I'd like every line in the following listing that holds "align" copied.

### PROVIDED DATA
——

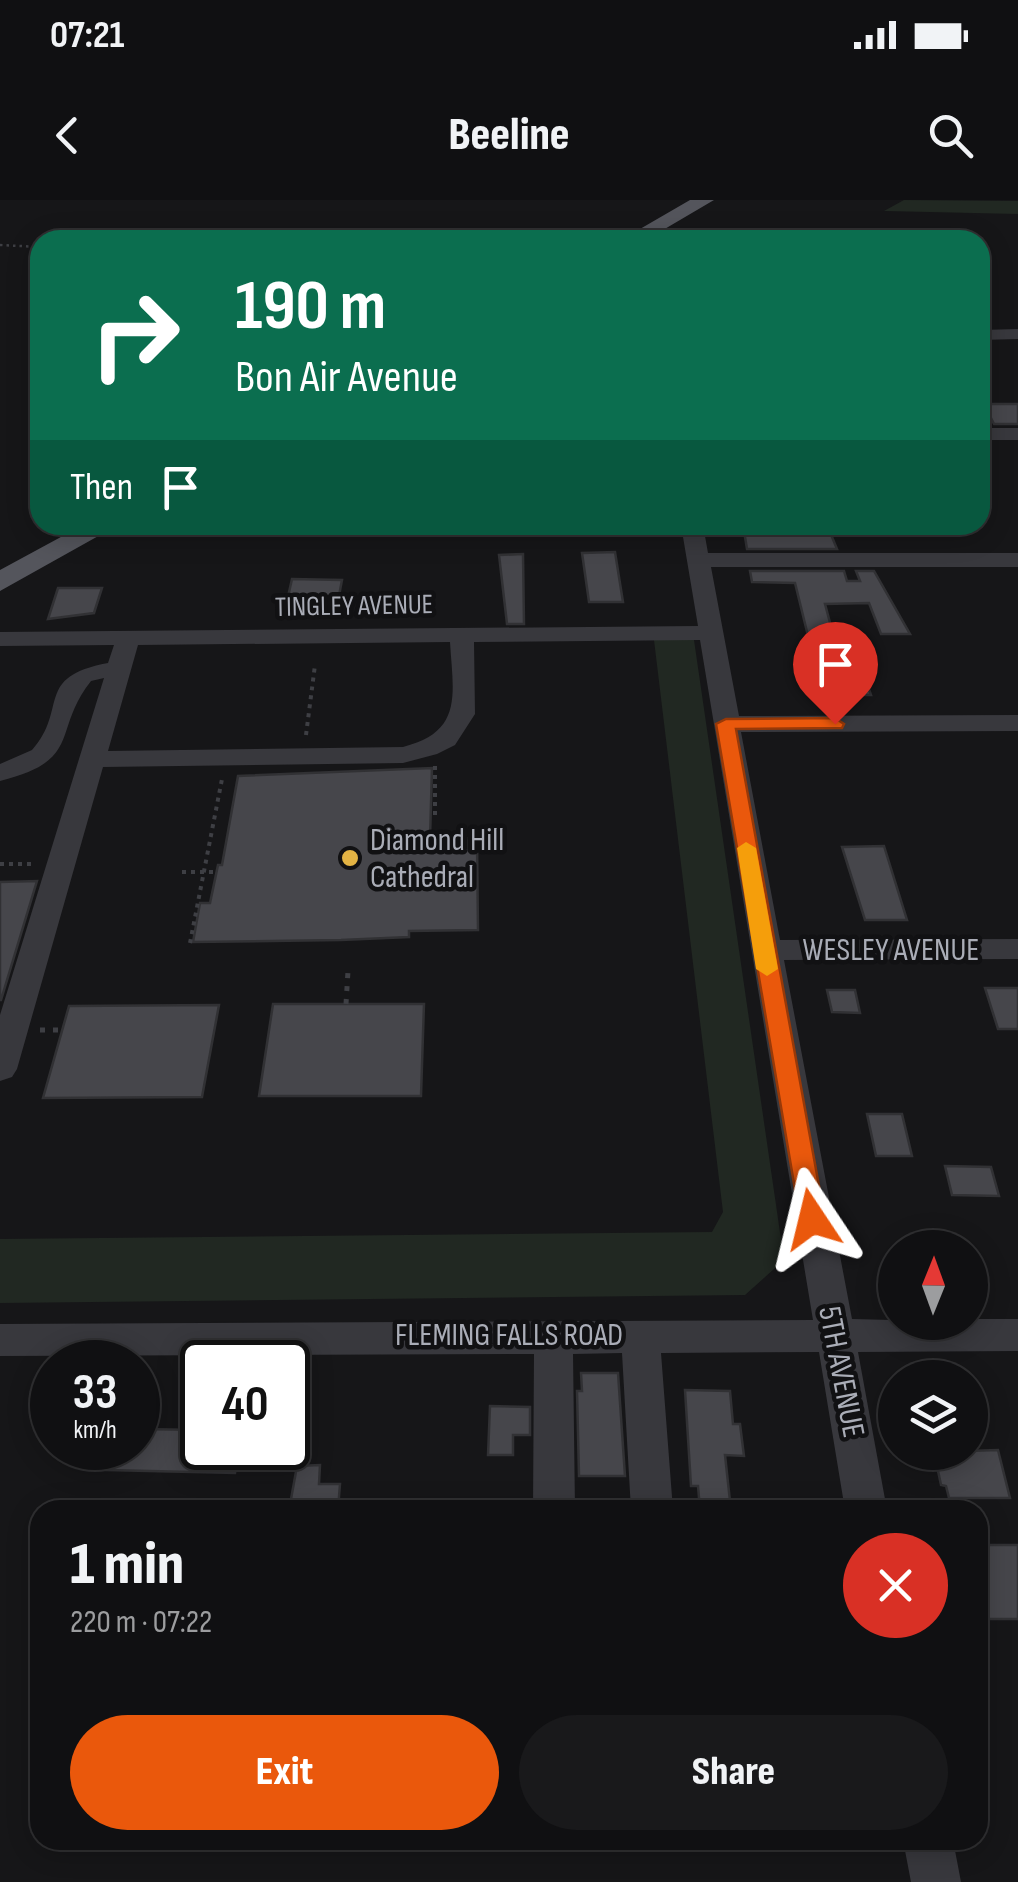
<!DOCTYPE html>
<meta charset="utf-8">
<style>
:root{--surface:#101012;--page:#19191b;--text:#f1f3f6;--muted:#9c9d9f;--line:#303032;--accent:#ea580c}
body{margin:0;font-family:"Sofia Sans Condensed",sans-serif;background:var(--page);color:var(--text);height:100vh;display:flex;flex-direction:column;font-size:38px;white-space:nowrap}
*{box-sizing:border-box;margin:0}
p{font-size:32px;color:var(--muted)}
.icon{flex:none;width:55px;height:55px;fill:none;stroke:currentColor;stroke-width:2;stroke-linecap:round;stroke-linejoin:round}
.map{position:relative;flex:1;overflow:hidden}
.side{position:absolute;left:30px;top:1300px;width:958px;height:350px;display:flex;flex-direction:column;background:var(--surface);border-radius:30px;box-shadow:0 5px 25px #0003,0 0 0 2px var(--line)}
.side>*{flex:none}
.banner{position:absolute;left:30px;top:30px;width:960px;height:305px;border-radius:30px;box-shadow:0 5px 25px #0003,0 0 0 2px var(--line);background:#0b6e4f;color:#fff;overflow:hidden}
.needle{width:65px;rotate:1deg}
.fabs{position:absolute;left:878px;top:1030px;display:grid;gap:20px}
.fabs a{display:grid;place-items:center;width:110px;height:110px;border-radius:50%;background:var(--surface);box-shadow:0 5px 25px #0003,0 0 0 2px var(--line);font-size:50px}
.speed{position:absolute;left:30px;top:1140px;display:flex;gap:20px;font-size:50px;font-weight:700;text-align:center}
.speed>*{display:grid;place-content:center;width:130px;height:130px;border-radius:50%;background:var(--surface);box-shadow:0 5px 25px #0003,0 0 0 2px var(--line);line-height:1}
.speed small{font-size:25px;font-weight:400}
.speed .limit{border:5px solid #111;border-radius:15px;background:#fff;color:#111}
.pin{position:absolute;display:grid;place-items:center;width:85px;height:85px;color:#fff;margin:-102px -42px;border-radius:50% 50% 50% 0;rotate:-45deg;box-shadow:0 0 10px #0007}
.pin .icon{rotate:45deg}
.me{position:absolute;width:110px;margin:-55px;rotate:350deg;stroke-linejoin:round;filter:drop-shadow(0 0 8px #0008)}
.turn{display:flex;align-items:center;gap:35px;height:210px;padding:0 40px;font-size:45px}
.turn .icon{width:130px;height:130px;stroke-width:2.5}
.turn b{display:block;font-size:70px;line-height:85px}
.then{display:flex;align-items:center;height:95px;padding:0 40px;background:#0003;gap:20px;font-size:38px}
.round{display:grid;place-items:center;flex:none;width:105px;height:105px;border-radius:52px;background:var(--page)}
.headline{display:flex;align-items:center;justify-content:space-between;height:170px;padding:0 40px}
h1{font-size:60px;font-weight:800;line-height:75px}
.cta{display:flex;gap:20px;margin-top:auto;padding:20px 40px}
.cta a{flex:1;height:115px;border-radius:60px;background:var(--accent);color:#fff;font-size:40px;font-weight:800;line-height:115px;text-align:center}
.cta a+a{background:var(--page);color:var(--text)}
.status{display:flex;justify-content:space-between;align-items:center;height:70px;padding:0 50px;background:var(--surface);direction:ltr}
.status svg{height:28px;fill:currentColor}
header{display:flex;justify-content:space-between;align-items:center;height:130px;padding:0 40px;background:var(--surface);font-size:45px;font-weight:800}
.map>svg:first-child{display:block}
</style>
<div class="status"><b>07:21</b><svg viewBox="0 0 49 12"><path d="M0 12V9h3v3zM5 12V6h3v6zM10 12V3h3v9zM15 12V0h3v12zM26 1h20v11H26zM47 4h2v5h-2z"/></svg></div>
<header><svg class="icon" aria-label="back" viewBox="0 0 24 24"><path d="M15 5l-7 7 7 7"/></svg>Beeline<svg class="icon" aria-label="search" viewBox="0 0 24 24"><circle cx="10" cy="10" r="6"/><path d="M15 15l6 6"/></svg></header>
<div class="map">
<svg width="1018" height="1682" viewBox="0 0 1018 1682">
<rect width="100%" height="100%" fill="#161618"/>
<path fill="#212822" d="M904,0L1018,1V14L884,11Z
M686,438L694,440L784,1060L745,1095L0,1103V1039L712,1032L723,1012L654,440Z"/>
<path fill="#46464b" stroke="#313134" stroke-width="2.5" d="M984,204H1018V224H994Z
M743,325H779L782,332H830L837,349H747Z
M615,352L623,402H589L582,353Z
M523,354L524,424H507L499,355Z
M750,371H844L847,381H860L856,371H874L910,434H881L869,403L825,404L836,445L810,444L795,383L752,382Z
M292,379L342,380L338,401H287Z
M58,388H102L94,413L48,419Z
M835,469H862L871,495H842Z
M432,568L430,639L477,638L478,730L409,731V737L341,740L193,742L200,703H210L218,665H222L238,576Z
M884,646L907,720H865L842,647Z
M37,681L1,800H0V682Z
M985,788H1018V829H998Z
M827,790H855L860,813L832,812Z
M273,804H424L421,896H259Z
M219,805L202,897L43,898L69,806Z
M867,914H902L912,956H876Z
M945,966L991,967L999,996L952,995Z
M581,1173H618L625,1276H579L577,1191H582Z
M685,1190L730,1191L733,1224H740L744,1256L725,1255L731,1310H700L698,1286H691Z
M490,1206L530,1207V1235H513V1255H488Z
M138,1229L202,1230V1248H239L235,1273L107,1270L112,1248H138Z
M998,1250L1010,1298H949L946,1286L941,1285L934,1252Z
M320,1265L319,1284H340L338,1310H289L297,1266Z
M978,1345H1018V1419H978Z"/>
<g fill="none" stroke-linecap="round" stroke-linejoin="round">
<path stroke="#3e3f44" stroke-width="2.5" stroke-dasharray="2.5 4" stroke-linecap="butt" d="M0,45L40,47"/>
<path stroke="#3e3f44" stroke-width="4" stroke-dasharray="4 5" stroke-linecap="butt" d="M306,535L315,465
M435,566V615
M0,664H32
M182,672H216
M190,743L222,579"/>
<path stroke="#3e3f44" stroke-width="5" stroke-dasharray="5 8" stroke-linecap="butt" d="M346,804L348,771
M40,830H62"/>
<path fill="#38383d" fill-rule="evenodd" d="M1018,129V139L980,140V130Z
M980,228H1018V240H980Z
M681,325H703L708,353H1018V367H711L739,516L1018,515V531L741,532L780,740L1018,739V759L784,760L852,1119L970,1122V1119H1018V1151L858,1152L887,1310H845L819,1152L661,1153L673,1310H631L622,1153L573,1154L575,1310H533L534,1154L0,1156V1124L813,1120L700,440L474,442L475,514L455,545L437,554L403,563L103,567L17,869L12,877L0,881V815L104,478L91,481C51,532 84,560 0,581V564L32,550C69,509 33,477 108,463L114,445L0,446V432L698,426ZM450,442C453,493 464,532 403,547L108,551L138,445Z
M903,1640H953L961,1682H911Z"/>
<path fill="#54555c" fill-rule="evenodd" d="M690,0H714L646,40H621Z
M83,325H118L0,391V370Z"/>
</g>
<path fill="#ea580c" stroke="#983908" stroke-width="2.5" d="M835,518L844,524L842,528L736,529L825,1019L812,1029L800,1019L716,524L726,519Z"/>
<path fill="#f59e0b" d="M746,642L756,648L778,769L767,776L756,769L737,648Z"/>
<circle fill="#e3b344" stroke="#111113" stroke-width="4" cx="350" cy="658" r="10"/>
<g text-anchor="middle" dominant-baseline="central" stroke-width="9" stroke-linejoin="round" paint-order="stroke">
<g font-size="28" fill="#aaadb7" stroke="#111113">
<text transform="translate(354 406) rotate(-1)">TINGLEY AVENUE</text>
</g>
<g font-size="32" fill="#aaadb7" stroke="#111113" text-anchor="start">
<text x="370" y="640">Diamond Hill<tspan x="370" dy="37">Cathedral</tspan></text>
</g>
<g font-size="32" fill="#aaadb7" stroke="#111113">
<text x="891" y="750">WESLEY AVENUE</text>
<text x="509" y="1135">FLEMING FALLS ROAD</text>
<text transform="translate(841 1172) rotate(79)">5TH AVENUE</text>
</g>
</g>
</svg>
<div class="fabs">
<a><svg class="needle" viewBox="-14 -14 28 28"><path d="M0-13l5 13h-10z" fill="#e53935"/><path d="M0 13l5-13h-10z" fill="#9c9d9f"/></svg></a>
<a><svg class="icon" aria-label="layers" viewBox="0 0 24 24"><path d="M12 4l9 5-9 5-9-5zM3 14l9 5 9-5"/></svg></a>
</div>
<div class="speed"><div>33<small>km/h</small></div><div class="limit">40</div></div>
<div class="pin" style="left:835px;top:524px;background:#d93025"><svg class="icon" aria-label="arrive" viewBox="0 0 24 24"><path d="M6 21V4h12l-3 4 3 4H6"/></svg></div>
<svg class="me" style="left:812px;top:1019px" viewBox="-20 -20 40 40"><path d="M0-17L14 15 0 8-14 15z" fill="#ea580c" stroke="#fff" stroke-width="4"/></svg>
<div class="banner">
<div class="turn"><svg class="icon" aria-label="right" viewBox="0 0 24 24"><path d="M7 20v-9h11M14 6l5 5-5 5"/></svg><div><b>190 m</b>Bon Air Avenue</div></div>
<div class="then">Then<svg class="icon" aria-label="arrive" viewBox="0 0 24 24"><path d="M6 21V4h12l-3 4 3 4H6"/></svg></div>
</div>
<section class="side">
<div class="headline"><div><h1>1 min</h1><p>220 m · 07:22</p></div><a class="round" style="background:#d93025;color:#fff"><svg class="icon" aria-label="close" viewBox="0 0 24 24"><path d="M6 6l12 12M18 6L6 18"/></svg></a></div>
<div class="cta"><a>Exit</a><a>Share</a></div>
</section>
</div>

——

### RESPONSE TO THE EXERCISE
.speed{position:absolute;left:30px;top:1140px;display:flex;gap:20px;font-size:50px;font-weight:700;text-align:center}
.turn{display:flex;align-items:center;gap:35px;height:210px;padding:0 40px;font-size:45px}
.then{display:flex;align-items:center;height:95px;padding:0 40px;background:#0003;gap:20px;font-size:38px}
.headline{display:flex;align-items:center;justify-content:space-between;height:170px;padding:0 40px}
.cta a{flex:1;height:115px;border-radius:60px;background:var(--accent);color:#fff;font-size:40px;font-weight:800;line-height:115px;text-align:center}
.status{display:flex;justify-content:space-between;align-items:center;height:70px;padding:0 50px;background:var(--surface);direction:ltr}
header{display:flex;justify-content:space-between;align-items:center;height:130px;padding:0 40px;background:var(--surface);font-size:45px;font-weight:800}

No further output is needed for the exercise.